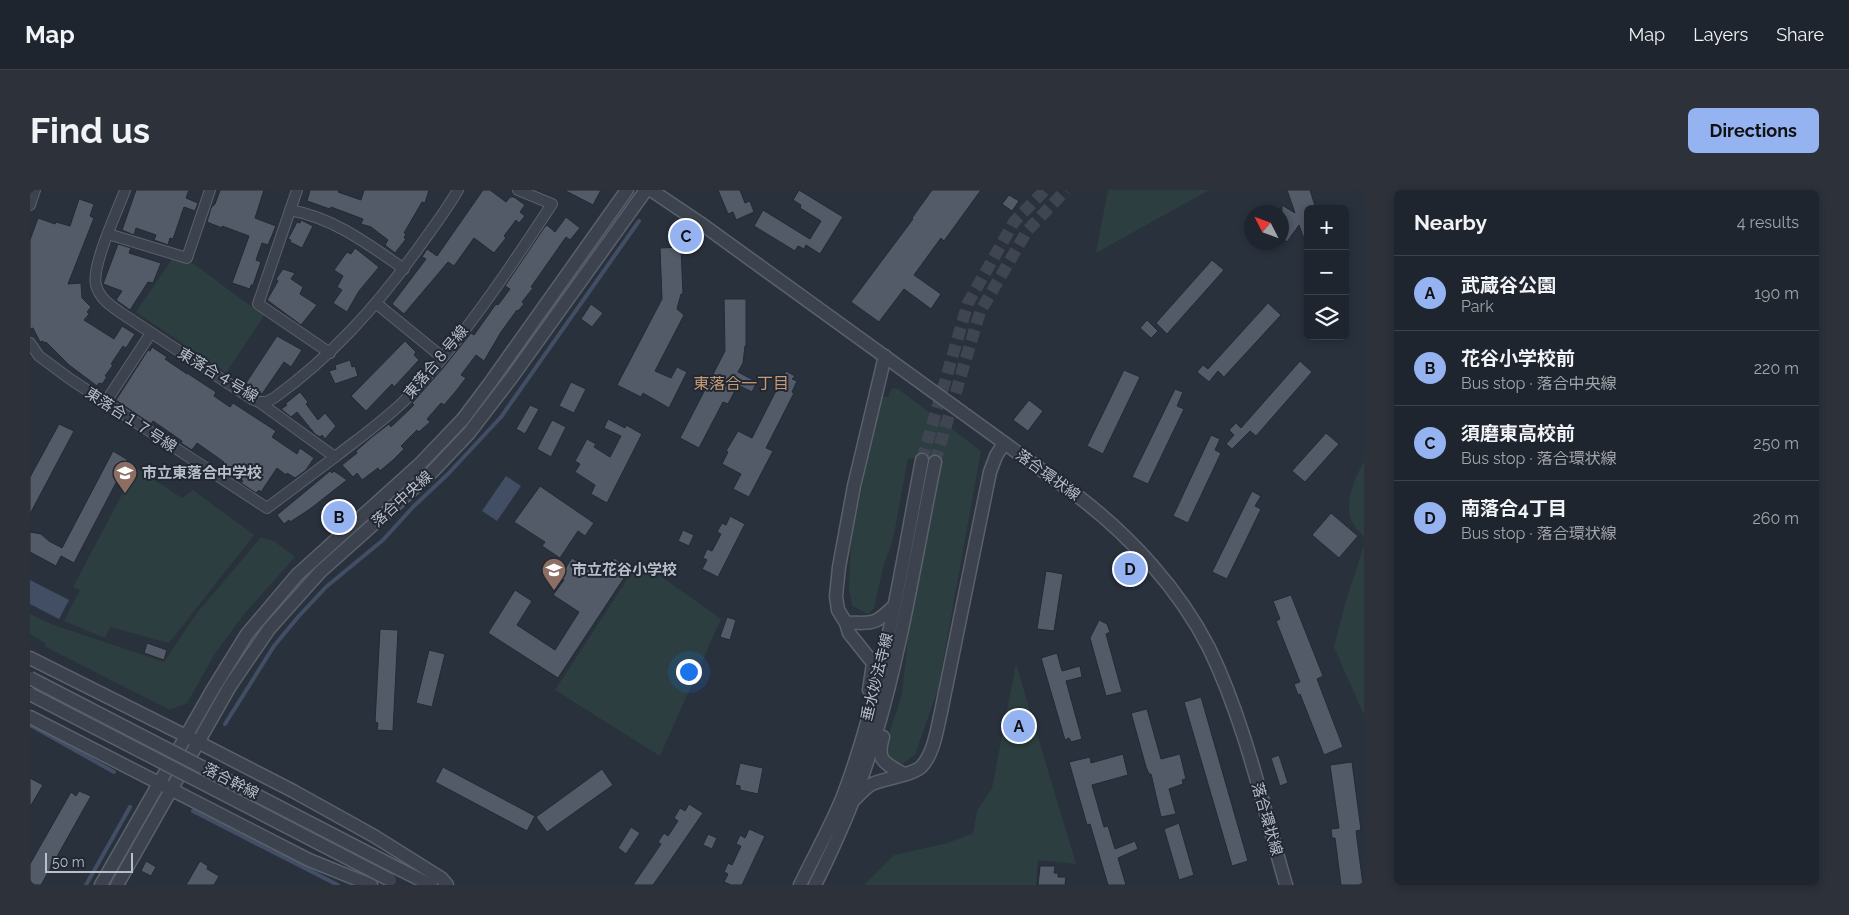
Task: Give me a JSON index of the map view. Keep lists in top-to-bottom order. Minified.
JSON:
{"streets":{"street":["東落合８号線","東落合４号線","東落合１７号線","落合環状線","落合中央線","垂水妙法寺線","落合幹線"]},"crossings":[["東落合８号線","東落合１７号線"]],"districts":["東落合一丁目"],"places":{"school or university":["市立東落合中学校","市立花谷小学校"]},"scale_bar":"50 m","north":"top left","page":{"header":"Map","nav":["Map","Layers","Share"],"buttons":"Directions","title":"Find us","heading":["Nearby","4 results"],"map_buttons":["+","−"],"pins":["C","B","D","A"],"list":[{"mark":"A","name":"武蔵谷公園","note":"Park","value":"190 m"},{"mark":"B","name":"花谷小学校前","note":"Bus stop · 落合中央線","value":"220 m"},{"mark":"C","name":"須磨東高校前","note":"Bus stop · 落合環状線","value":"250 m"},{"mark":"D","name":"南落合4丁目","note":"Bus stop · 落合環状線","value":"260 m"}],"scale":"50 m"}}
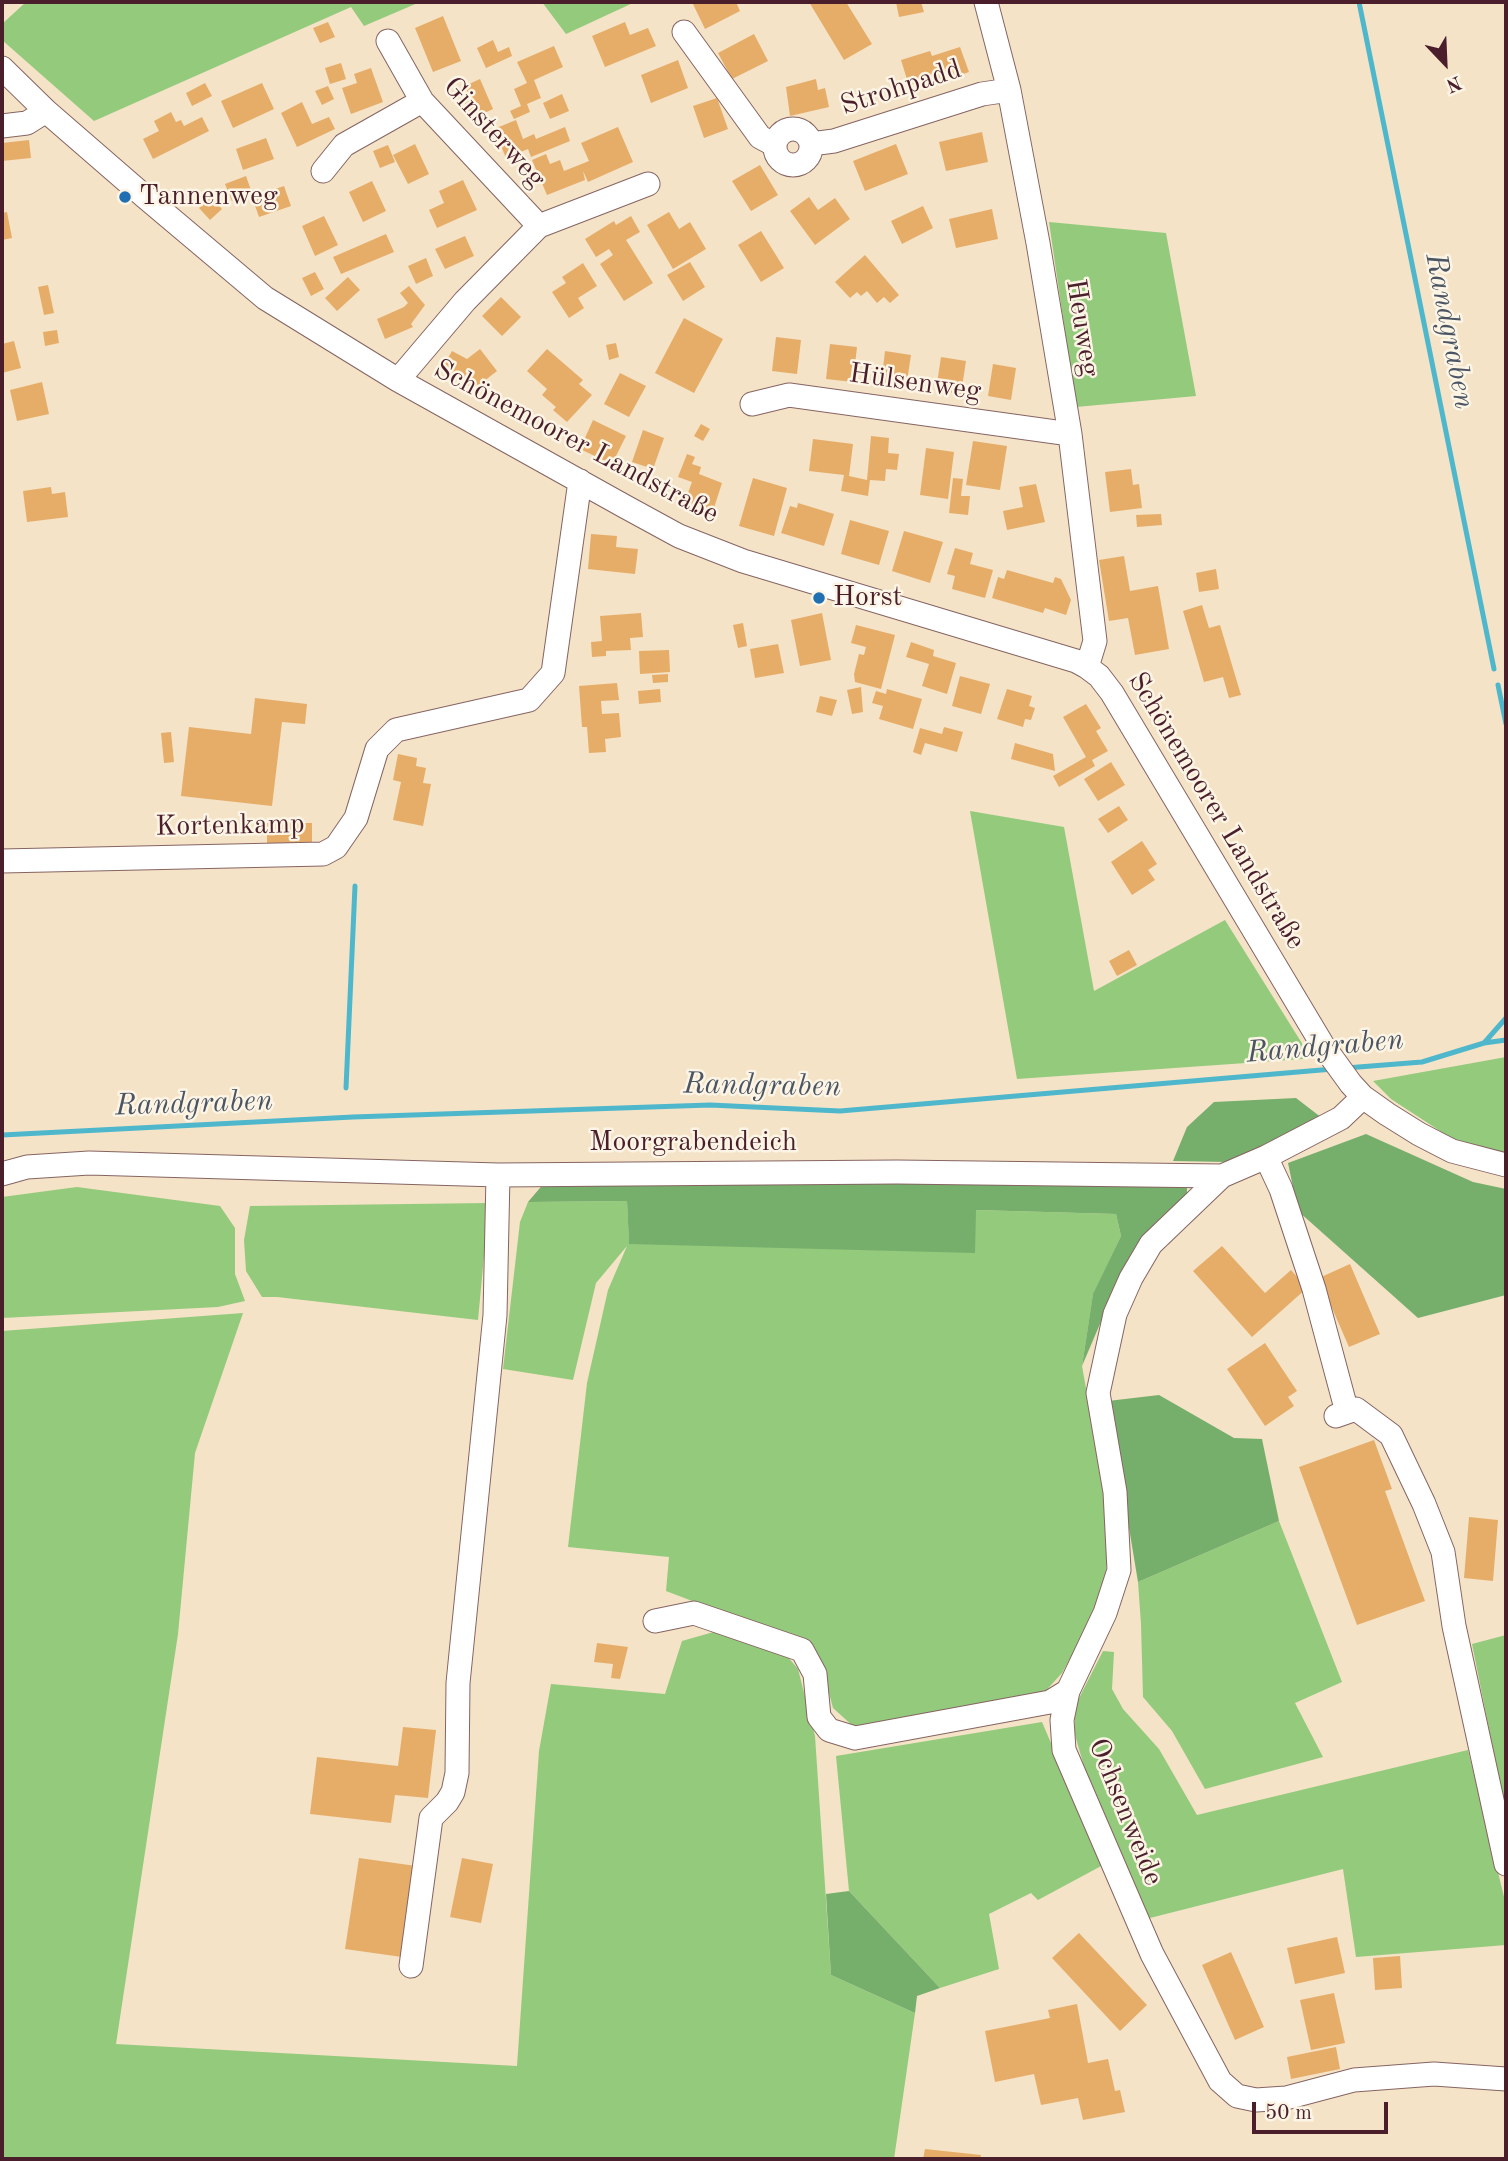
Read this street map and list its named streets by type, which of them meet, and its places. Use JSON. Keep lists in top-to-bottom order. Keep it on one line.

TASK:
In the listing, find every line containing the word "bottom" and list it.

SOLVED EXERCISE:
Task: Give me a JSON index of the map view. Keep lists in top-to-bottom order. Minified.
Read this street map and list its named streets by type, which of them meet, and its places. Use JSON. Keep lists in top-to-bottom order. Keep it on one line.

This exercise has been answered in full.